Granted, this probably isn't the year the Rams make it to the Super Bowl. But
given all they've gone through - including several left guards, a few right
tackles, too many safeties to count, and some disastrous special-teams play -
simply making the playoffs for the fifth time in six seasons would be an
accomplishment. And once you get in Paul Tagliabue's postseason pageant, who
knows?

"We're not happy with where we're at," quarterback Marc Bulger said. "That's
pretty obvious."

But, Bulger added, "We're not sitting here at 2-8. We're not where we need to
be, but as bad as we've played, we're still in a position to make the
playoffs."

The NFL games on Thursday and Sunday only helped the Rams' postseason hopes.
The New York Giants fell to 5-6 with a loss to Philadelphia. Tampa Bay, New
Orleans, Arizona, Chicago and Detroit all fell to 4-7 with defeats.

Most important, NFC West-leading Seattle fell to 6-5 after getting spanked by
visiting Buffalo 38-9. So if the Rams can stretch their prime-time winning
streak to nine games tonight in Green Bay, they will regain the lead in the
West by virtue of the tiebreaker edge over Seattle. (Namely, going 2-0 this
season against the Seahawks.)

"We're still hanging on, that's the big thing," defensive end Leonard Little
said. "It's a matter of just taking advantage of the opportunity and winning
some of these games."

Ten victories probably wins the NFC West. Nine victories probably gets a wild
card. But are the Rams, losers of three of their last four contests, capable of
a late-season roll?

"I think the consistency we're looking for, we haven't had it," Bulger said.
"We've been talking about it now for about a month. We need that full, complete
game on both sides of the ball."

Until they do that, the Rams will keep struggling. And of course, there are
easier ways to reverse a slide than staring down Brett Favre on a chilly night
at Lambeau Field.

Winners of five in a row, Favre and the Packers (6-4) are rolling. They need a
victory tonight to keep pace with Minnesota (7-4) in the NFC North.
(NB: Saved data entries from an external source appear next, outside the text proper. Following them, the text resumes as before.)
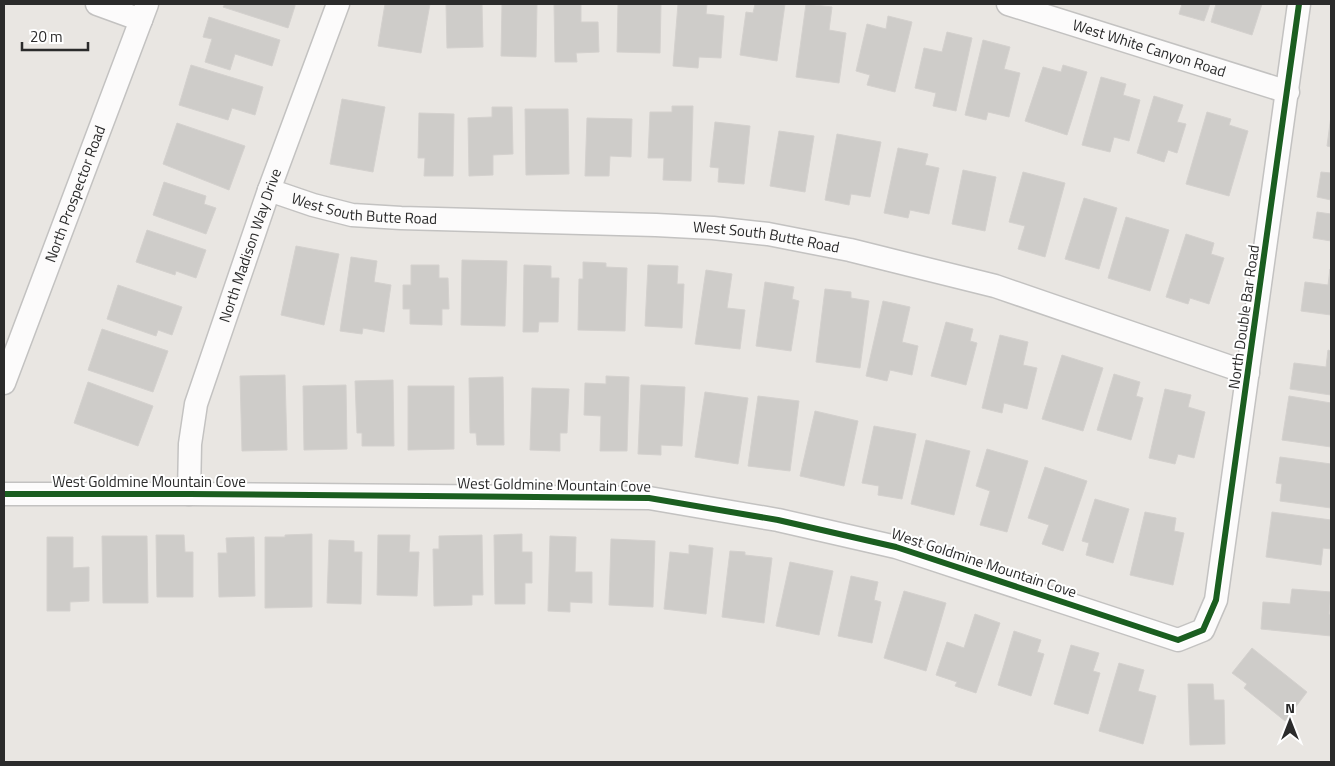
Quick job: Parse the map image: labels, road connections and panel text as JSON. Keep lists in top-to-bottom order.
{
  "streets": {
    "street": [
      "West White Canyon Road",
      "North Prospector Road",
      "West South Butte Road",
      "North Madison Way Drive",
      "North Double Bar Road",
      "West Goldmine Mountain Cove"
    ]
  },
  "crossings": [
    ["West White Canyon Road", "North Double Bar Road"],
    ["West South Butte Road", "North Madison Way Drive"],
    ["West South Butte Road", "North Double Bar Road"],
    ["North Madison Way Drive", "West Goldmine Mountain Cove"],
    ["North Double Bar Road", "West Goldmine Mountain Cove"]
  ],
  "scale_bar": "20 m",
  "north": "top"
}
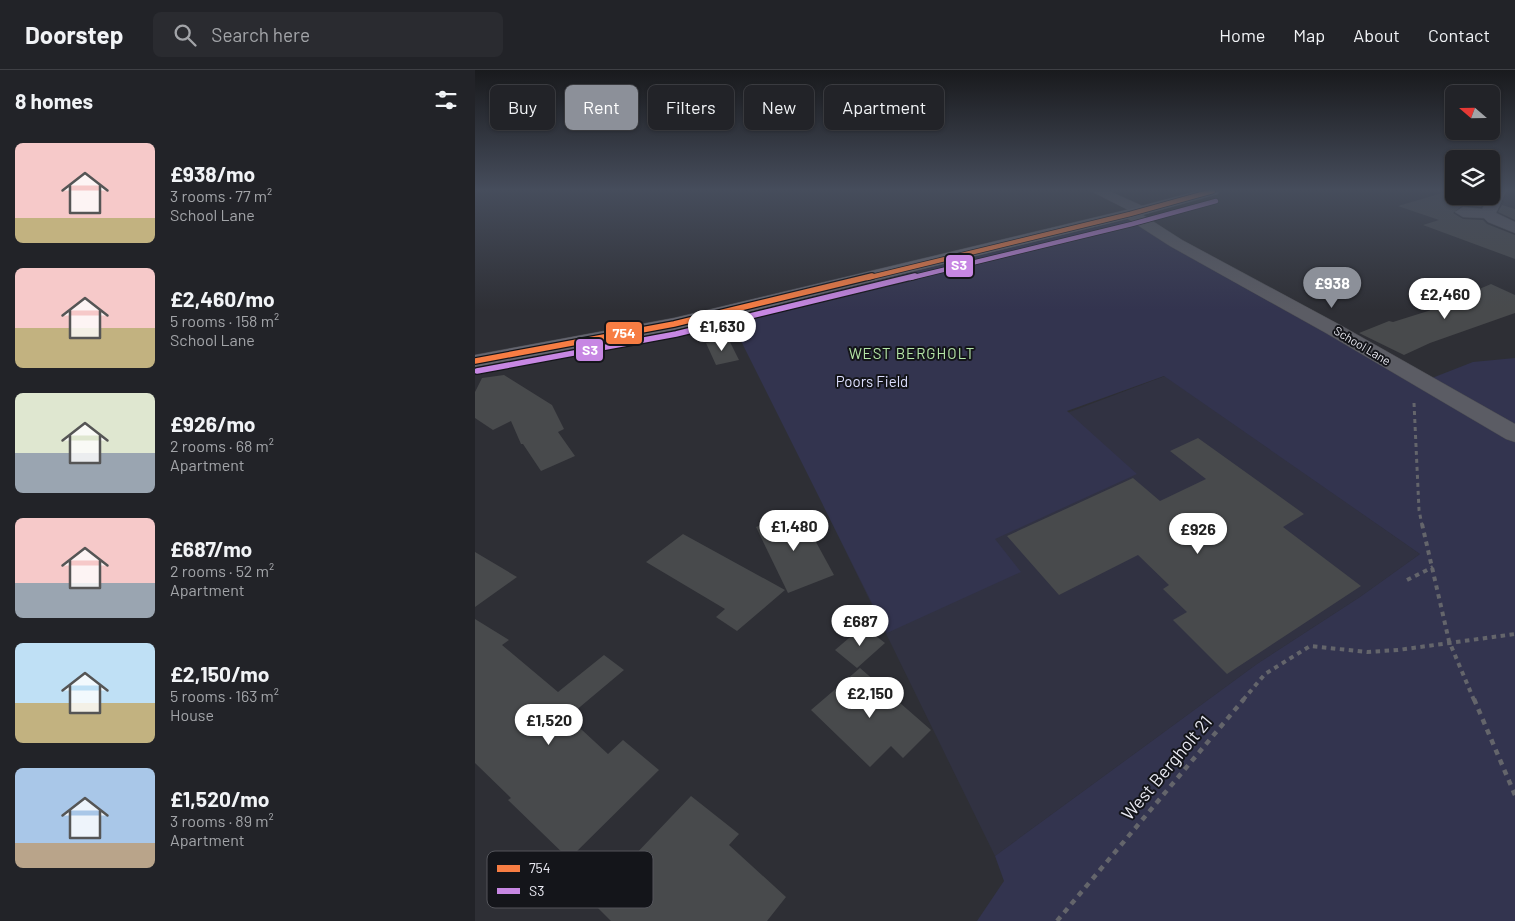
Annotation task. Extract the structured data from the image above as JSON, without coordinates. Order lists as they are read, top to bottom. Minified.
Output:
{"streets":{"street":["School Lane"],"path":["West Bergholt 21"]},"districts":["WEST BERGHOLT"],"parks":["Poors Field"],"lines":["transit line 754","transit line S3"],"legend":["754","S3"],"north":"left","page":{"header":"Doorstep","search":"Search here","nav":["Home","Map","About","Contact"],"heading":"8 homes","chip":["Buy","Rent","Filters","New","Apartment"],"list":[{"name":"£938/mo","note":"3 rooms · 77 m² · School Lane"},{"name":"£2,460/mo","note":"5 rooms · 158 m² · School Lane"},{"name":"£926/mo","note":"2 rooms · 68 m² · Apartment"},{"name":"£687/mo","note":"2 rooms · 52 m² · Apartment"},{"name":"£2,150/mo","note":"5 rooms · 163 m² · House"},{"name":"£1,520/mo","note":"3 rooms · 89 m² · Apartment"}],"price":["£938","£2,460","£1,630","£1,480","£926","£687","£2,150","£1,520"]}}
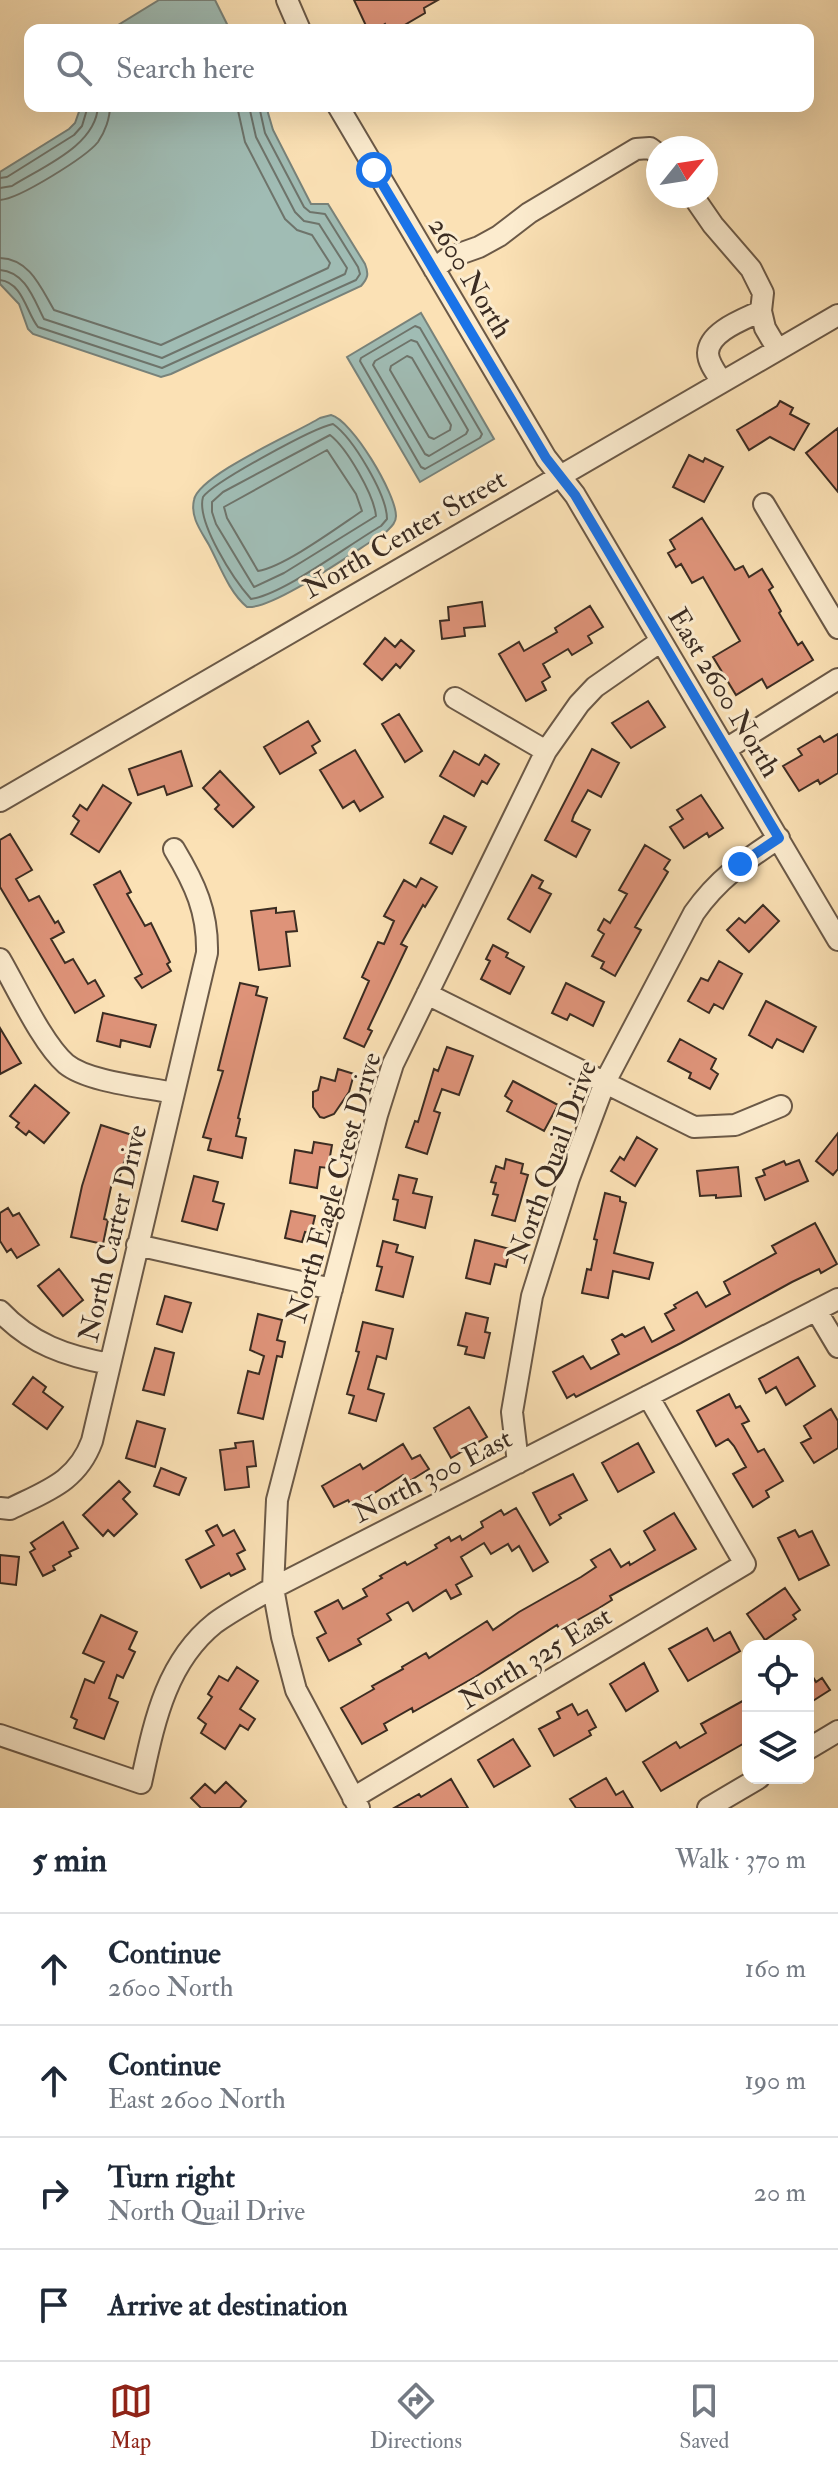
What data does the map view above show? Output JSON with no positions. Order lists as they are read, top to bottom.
{
  "streets": {
    "street": [
      "2600 North",
      "North Center Street",
      "East 2600 North",
      "North Quail Drive",
      "North Eagle Crest Drive",
      "North Carter Drive",
      "North 300 East",
      "North 325 East"
    ]
  },
  "crossings": [
    ["2600 North", "North Center Street"],
    ["2600 North", "East 2600 North"],
    ["North Center Street", "East 2600 North"],
    ["East 2600 North", "North Quail Drive"],
    ["East 2600 North", "North Eagle Crest Drive"],
    ["North Quail Drive", "North 300 East"],
    ["North Eagle Crest Drive", "North 300 East"],
    ["North Eagle Crest Drive", "North 325 East"],
    ["North 300 East", "North 325 East"]
  ],
  "north": "top right",
  "page": {
    "search": "Search here",
    "heading": ["5 min", "Walk · 370 m"],
    "list": [
      ["Continue", "2600 North", "160 m"],
      ["Continue", "East 2600 North", "190 m"],
      ["Turn right", "North Quail Drive", "20 m"],
      "Arrive at destination"
    ],
    "nav": ["Map", "Directions", "Saved"]
  }
}
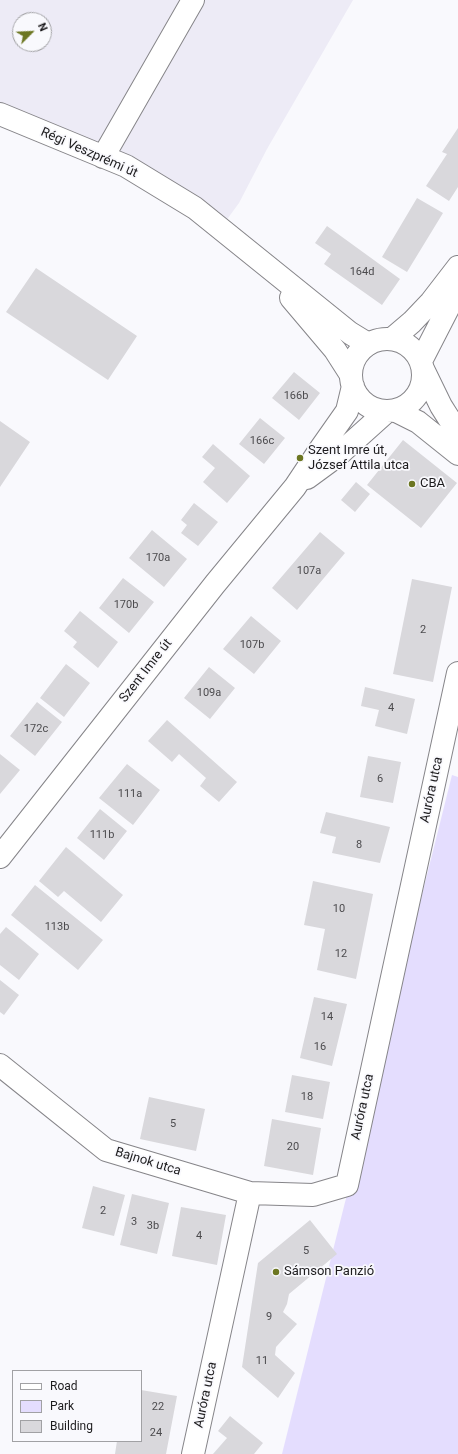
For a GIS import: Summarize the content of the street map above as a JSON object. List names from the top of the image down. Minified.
{"streets":{"street":["Régi Veszprémi út","Szent Imre út","Auróra utca","Bajnok utca"]},"crossings":[["Régi Veszprémi út","Szent Imre út"],["Auróra utca","Bajnok utca"]],"places":["Szent Imre út, József Attila utca","CBA","Sámson Panzió"],"house_numbers":["164d","166b","166c","170a","107a","170b","2","107b","109a","4","172c","6","111a","111b","8","10","113b","12","14","16","18","5","20","2","3","3b","4","5","9","11","22","24"],"legend":["Road","Park","Building"],"north":"top right"}
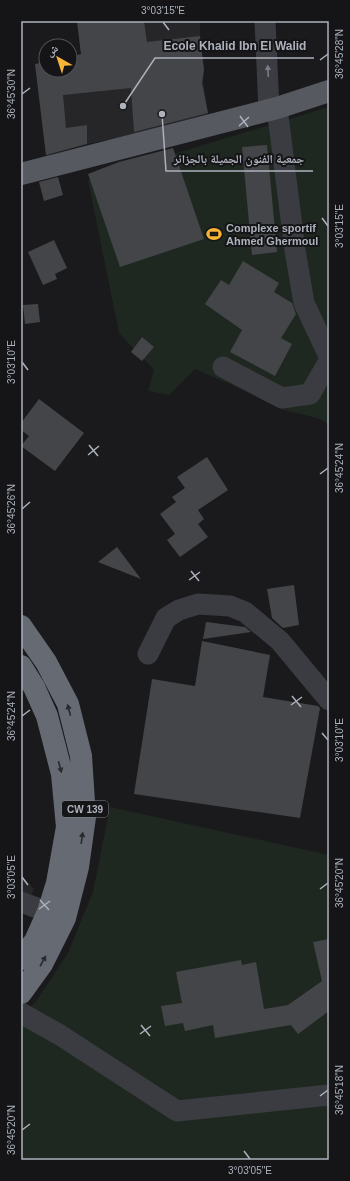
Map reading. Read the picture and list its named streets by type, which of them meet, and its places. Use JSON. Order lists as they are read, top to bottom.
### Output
{
  "streets": {
    "highway": ["CW 139"]
  },
  "places": {
    "other": ["Ecole Khalid Ibn El Walid", "جمعية الفنون الجميلة بالجزائر"],
    "sports": ["Complexe sportif Ahmed Ghermoul"]
  },
  "north": "top left",
  "coordinates": [
    "3°03'15\"E",
    "36°45'28\"N",
    "36°45'30\"N",
    "3°03'10\"E",
    "36°45'24\"N",
    "36°45'26\"N",
    "3°03'05\"E",
    "36°45'20\"N",
    "36°45'18\"N"
  ]
}
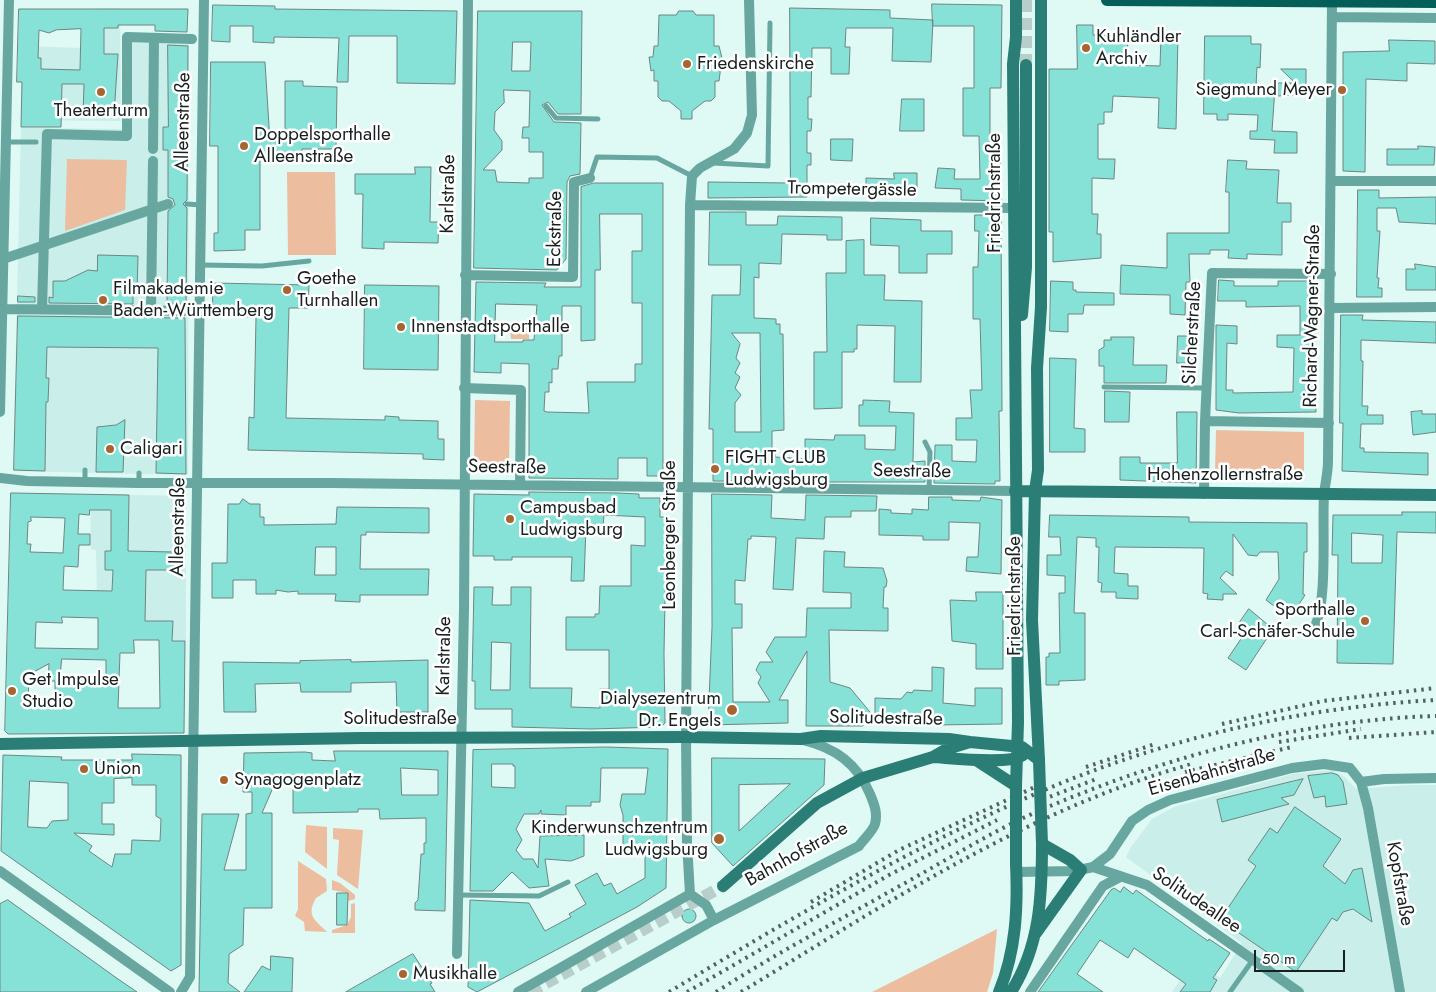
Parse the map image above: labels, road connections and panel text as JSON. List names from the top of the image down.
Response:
{
  "streets": {
    "main road": [
      "Friedrichstraße",
      "Hohenzollernstraße",
      "Solitudestraße",
      "Bahnhofstraße"
    ],
    "street": [
      "Alleenstraße",
      "Trompetergässle",
      "Karlstraße",
      "Eckstraße",
      "Richard-Wagner-Straße",
      "Silcherstraße",
      "Seestraße",
      "Leonberger Straße",
      "Eisenbahnstraße",
      "Kopfstraße",
      "Solitudeallee"
    ]
  },
  "crossings": [
    ["Alleenstraße", "Seestraße"],
    ["Alleenstraße", "Solitudestraße"],
    ["Trompetergässle", "Friedrichstraße"],
    ["Trompetergässle", "Leonberger Straße"],
    ["Friedrichstraße", "Seestraße"],
    ["Friedrichstraße", "Hohenzollernstraße"],
    ["Friedrichstraße", "Bahnhofstraße"],
    ["Karlstraße", "Eckstraße"],
    ["Karlstraße", "Seestraße"],
    ["Karlstraße", "Solitudestraße"],
    ["Richard-Wagner-Straße", "Silcherstraße"],
    ["Richard-Wagner-Straße", "Hohenzollernstraße"],
    ["Silcherstraße", "Hohenzollernstraße"],
    ["Seestraße", "Hohenzollernstraße"],
    ["Seestraße", "Leonberger Straße"],
    ["Leonberger Straße", "Solitudestraße"],
    ["Solitudestraße", "Bahnhofstraße"],
    ["Eisenbahnstraße", "Kopfstraße"],
    ["Eisenbahnstraße", "Solitudeallee"]
  ],
  "places": [
    "Kuhländler Archiv",
    "Friedenskirche",
    "Siegmund Meyer",
    "Theaterturm",
    "Doppelsporthalle Alleenstraße",
    "Goethe Turnhallen",
    "Filmakademie Baden-Württemberg",
    "Innenstadtsporthalle",
    "Caligari",
    "FIGHT CLUB Ludwigsburg",
    "Campusbad Ludwigsburg",
    "Sporthalle Carl-Schäfer-Schule",
    "Get Impulse Studio",
    "Dialysezentrum Dr. Engels",
    "Union",
    "Synagogenplatz",
    "Kinderwunschzentrum Ludwigsburg",
    "Musikhalle"
  ],
  "scale_bar": "50 m"
}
Today's forecast no longer calls for snow showers, as was the case a few days
ago. Nonetheless, the temperature is expected to dip below freezing, which is
Favre weather.

When the temperature is 34 degrees or below at kickoff, Favre is 29-0 at home
in the regular season - 36-1 if you include postseason play. The Rams,
meanwhile, are 4-9 when the temperature is below 50 at kickoff since the move
to St. Louis in 1995.

Neither set of numbers bodes well for the Rams. Nor does the Lambeau mystique,
although the Packers haven't been nearly as formidable there lately. Since the
start of the 1992 season, Green Bay is 75-17 at home in the regular season, but
it is only 7-6 since the start of '03, and only 2-3 this season.

"When you start thinking about mystique and all that kind of stuff, you
probably ought to play someplace else," Martz said. "Every stadium in the NFL's
got something special to it. Lambeau's a special place, but we're not playing
the mystique, or the name. We're playing the Packers."

And that should be more than enough to keep the Rams busy tonight.